Task to carry out
Print exactly the lines that run from the opening line of the material through the line with "width:78px; height:78px; stroke-width:2.5", and nothing else, leaving out pictures.

Supplied data
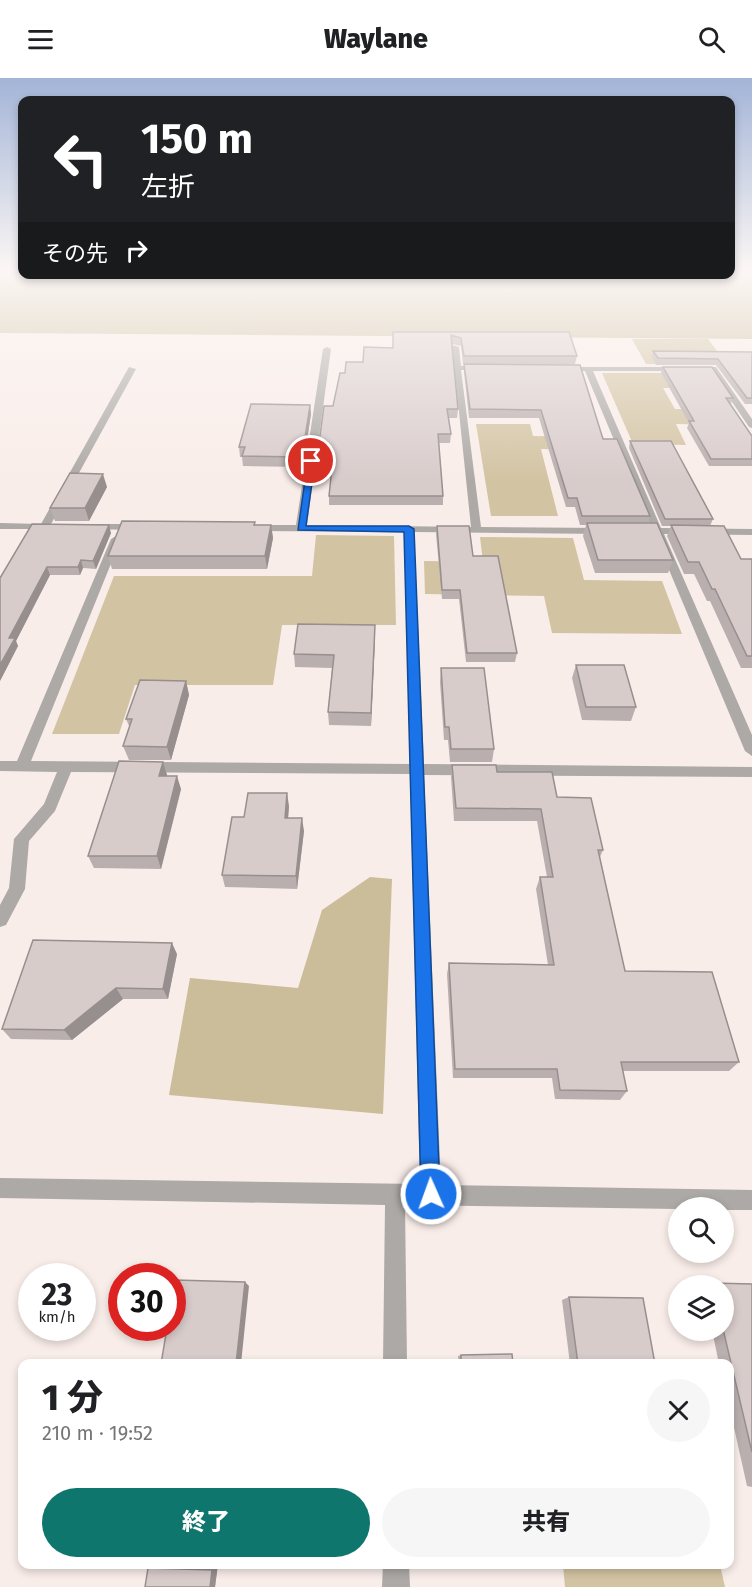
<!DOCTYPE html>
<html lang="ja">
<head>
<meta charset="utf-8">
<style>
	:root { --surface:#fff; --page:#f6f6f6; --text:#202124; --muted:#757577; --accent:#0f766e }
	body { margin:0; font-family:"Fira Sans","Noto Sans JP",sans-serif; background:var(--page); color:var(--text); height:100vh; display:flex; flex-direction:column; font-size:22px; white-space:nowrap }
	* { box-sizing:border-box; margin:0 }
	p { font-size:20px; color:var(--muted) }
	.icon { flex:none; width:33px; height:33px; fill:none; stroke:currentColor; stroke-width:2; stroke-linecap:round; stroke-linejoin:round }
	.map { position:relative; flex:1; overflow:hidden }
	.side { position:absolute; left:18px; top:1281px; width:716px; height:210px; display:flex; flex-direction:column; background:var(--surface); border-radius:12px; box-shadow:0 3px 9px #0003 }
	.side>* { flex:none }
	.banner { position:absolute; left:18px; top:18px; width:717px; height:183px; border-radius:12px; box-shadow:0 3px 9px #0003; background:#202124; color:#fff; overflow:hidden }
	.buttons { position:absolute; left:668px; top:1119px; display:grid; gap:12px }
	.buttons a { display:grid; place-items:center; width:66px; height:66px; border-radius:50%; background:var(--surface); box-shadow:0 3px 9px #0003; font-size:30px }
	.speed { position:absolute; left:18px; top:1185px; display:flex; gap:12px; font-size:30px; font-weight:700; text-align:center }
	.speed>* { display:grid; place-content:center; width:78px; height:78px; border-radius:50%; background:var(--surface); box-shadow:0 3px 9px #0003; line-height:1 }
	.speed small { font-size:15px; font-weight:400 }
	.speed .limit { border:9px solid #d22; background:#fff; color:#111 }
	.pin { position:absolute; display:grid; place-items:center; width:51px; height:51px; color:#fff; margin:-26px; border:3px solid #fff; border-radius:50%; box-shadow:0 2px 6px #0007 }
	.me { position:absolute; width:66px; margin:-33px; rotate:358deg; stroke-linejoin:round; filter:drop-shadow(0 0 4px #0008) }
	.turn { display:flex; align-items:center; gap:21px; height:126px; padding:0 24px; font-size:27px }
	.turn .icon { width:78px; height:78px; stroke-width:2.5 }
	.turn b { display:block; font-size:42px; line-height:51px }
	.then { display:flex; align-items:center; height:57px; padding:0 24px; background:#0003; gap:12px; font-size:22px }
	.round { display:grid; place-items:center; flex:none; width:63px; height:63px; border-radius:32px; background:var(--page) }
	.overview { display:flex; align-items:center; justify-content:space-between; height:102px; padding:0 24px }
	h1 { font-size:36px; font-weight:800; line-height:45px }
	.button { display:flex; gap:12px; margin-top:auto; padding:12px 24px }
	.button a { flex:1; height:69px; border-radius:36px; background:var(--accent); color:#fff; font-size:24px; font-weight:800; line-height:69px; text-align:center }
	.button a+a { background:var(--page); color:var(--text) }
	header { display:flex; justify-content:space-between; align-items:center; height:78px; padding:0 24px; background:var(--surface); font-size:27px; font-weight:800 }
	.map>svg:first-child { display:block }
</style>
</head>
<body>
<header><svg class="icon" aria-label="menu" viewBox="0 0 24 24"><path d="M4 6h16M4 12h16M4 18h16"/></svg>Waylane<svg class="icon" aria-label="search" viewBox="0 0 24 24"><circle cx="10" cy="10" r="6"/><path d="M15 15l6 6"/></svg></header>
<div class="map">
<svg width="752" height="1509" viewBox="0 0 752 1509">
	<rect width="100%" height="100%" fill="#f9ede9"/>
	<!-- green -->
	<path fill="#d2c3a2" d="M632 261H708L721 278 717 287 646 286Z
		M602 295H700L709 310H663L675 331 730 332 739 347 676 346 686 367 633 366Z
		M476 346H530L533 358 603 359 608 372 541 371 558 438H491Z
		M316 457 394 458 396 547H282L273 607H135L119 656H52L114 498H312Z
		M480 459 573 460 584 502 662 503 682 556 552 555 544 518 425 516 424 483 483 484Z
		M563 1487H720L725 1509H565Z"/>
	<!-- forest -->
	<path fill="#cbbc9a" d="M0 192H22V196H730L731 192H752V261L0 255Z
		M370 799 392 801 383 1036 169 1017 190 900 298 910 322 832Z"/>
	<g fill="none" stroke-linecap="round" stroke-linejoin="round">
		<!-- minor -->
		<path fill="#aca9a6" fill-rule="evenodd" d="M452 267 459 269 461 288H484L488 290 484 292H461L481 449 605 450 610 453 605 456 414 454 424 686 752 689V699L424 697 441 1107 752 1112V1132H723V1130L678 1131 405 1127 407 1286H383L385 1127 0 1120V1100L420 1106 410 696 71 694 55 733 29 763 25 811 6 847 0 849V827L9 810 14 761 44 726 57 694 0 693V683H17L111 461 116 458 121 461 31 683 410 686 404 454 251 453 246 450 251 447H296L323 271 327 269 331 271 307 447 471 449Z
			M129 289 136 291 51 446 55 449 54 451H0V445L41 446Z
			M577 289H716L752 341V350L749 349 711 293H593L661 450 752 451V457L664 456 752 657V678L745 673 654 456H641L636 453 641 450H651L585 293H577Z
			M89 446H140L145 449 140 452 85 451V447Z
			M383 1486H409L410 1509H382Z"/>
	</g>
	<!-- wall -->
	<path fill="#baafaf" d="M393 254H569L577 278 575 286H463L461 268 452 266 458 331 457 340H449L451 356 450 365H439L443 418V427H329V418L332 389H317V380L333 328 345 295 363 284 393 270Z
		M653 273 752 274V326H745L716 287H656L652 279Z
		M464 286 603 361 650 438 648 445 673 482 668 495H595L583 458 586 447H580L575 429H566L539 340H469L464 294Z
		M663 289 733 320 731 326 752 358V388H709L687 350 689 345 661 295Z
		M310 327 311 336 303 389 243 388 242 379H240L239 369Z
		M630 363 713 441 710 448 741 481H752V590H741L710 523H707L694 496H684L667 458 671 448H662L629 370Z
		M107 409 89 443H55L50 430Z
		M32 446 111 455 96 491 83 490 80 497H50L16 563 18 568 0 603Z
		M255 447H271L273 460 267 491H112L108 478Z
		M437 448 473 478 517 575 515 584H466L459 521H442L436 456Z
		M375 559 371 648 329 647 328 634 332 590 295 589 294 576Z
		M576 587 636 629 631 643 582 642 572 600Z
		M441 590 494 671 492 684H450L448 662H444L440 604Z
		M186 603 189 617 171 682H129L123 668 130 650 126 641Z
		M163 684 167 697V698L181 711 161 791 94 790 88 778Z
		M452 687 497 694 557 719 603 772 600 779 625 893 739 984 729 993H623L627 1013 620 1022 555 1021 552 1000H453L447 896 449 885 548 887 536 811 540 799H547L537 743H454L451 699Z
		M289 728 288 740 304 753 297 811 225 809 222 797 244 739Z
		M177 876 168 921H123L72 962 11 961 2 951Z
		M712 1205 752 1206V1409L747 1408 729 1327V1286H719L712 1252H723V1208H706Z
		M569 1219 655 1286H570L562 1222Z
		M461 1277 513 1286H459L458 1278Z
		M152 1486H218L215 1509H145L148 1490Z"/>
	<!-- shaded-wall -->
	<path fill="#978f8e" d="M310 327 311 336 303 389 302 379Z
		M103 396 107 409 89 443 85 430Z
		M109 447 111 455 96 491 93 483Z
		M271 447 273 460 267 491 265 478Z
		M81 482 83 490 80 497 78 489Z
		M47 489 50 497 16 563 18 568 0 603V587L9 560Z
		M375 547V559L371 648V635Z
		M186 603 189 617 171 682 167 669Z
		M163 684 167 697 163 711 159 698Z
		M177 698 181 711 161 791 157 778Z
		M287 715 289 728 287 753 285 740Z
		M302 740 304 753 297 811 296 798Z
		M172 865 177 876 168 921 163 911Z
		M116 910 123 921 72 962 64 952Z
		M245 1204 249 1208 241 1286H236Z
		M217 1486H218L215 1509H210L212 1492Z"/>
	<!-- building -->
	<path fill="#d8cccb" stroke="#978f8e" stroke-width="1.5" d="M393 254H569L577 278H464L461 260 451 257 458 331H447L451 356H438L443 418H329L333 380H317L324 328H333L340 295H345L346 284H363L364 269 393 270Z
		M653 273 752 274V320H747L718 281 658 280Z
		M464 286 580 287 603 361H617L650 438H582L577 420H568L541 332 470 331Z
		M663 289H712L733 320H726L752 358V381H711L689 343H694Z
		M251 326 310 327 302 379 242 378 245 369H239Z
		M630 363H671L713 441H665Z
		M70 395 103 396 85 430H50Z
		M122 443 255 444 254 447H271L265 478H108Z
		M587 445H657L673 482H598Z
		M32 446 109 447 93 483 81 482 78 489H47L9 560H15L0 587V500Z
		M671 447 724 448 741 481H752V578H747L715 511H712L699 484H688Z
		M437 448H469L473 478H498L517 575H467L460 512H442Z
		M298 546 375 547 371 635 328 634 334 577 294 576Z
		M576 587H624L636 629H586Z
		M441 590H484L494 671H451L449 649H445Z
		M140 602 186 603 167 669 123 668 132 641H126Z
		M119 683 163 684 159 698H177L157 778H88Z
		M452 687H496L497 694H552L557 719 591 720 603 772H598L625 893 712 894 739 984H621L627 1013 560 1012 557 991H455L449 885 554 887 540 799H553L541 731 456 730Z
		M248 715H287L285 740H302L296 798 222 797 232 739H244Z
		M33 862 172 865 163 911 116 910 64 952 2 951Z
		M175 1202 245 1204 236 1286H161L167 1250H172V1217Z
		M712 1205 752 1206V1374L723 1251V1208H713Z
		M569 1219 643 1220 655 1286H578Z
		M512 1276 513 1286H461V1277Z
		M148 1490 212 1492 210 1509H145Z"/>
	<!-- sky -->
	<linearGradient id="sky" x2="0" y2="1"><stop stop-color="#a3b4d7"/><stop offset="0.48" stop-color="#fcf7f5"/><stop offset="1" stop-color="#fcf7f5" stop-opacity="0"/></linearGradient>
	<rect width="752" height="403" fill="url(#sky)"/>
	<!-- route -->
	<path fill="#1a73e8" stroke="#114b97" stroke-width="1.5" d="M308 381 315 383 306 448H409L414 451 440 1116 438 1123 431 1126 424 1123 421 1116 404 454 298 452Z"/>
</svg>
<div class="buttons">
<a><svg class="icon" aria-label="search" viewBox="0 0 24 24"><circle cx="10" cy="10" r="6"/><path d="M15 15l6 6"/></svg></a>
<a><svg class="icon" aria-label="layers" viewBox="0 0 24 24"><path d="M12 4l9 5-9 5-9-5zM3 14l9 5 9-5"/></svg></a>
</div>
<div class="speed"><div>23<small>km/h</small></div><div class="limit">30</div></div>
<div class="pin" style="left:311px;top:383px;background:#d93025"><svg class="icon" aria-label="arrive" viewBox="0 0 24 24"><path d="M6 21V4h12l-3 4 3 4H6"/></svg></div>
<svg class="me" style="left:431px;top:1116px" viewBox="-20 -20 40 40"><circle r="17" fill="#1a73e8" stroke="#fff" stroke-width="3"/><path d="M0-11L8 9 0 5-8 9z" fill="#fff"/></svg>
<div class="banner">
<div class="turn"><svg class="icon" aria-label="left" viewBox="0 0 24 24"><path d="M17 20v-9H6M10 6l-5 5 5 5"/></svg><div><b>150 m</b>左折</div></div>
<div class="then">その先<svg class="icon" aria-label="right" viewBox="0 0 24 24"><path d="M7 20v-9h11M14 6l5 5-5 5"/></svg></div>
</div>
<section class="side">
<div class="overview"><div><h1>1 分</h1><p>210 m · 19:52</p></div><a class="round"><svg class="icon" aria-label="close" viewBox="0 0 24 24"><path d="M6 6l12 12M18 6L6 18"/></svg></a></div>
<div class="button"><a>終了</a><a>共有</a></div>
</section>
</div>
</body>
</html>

Solution to the problem
<!DOCTYPE html>
<html lang="ja">
<head>
<meta charset="utf-8">
<style>
	:root { --surface:#fff; --page:#f6f6f6; --text:#202124; --muted:#757577; --accent:#0f766e }
	body { margin:0; font-family:"Fira Sans","Noto Sans JP",sans-serif; background:var(--page); color:var(--text); height:100vh; display:flex; flex-direction:column; font-size:22px; white-space:nowrap }
	* { box-sizing:border-box; margin:0 }
	p { font-size:20px; color:var(--muted) }
	.icon { flex:none; width:33px; height:33px; fill:none; stroke:currentColor; stroke-width:2; stroke-linecap:round; stroke-linejoin:round }
	.map { position:relative; flex:1; overflow:hidden }
	.side { position:absolute; left:18px; top:1281px; width:716px; height:210px; display:flex; flex-direction:column; background:var(--surface); border-radius:12px; box-shadow:0 3px 9px #0003 }
	.side>* { flex:none }
	.banner { position:absolute; left:18px; top:18px; width:717px; height:183px; border-radius:12px; box-shadow:0 3px 9px #0003; background:#202124; color:#fff; overflow:hidden }
	.buttons { position:absolute; left:668px; top:1119px; display:grid; gap:12px }
	.buttons a { display:grid; place-items:center; width:66px; height:66px; border-radius:50%; background:var(--surface); box-shadow:0 3px 9px #0003; font-size:30px }
	.speed { position:absolute; left:18px; top:1185px; display:flex; gap:12px; font-size:30px; font-weight:700; text-align:center }
	.speed>* { display:grid; place-content:center; width:78px; height:78px; border-radius:50%; background:var(--surface); box-shadow:0 3px 9px #0003; line-height:1 }
	.speed small { font-size:15px; font-weight:400 }
	.speed .limit { border:9px solid #d22; background:#fff; color:#111 }
	.pin { position:absolute; display:grid; place-items:center; width:51px; height:51px; color:#fff; margin:-26px; border:3px solid #fff; border-radius:50%; box-shadow:0 2px 6px #0007 }
	.me { position:absolute; width:66px; margin:-33px; rotate:358deg; stroke-linejoin:round; filter:drop-shadow(0 0 4px #0008) }
	.turn { display:flex; align-items:center; gap:21px; height:126px; padding:0 24px; font-size:27px }
	.turn .icon { width:78px; height:78px; stroke-width:2.5 }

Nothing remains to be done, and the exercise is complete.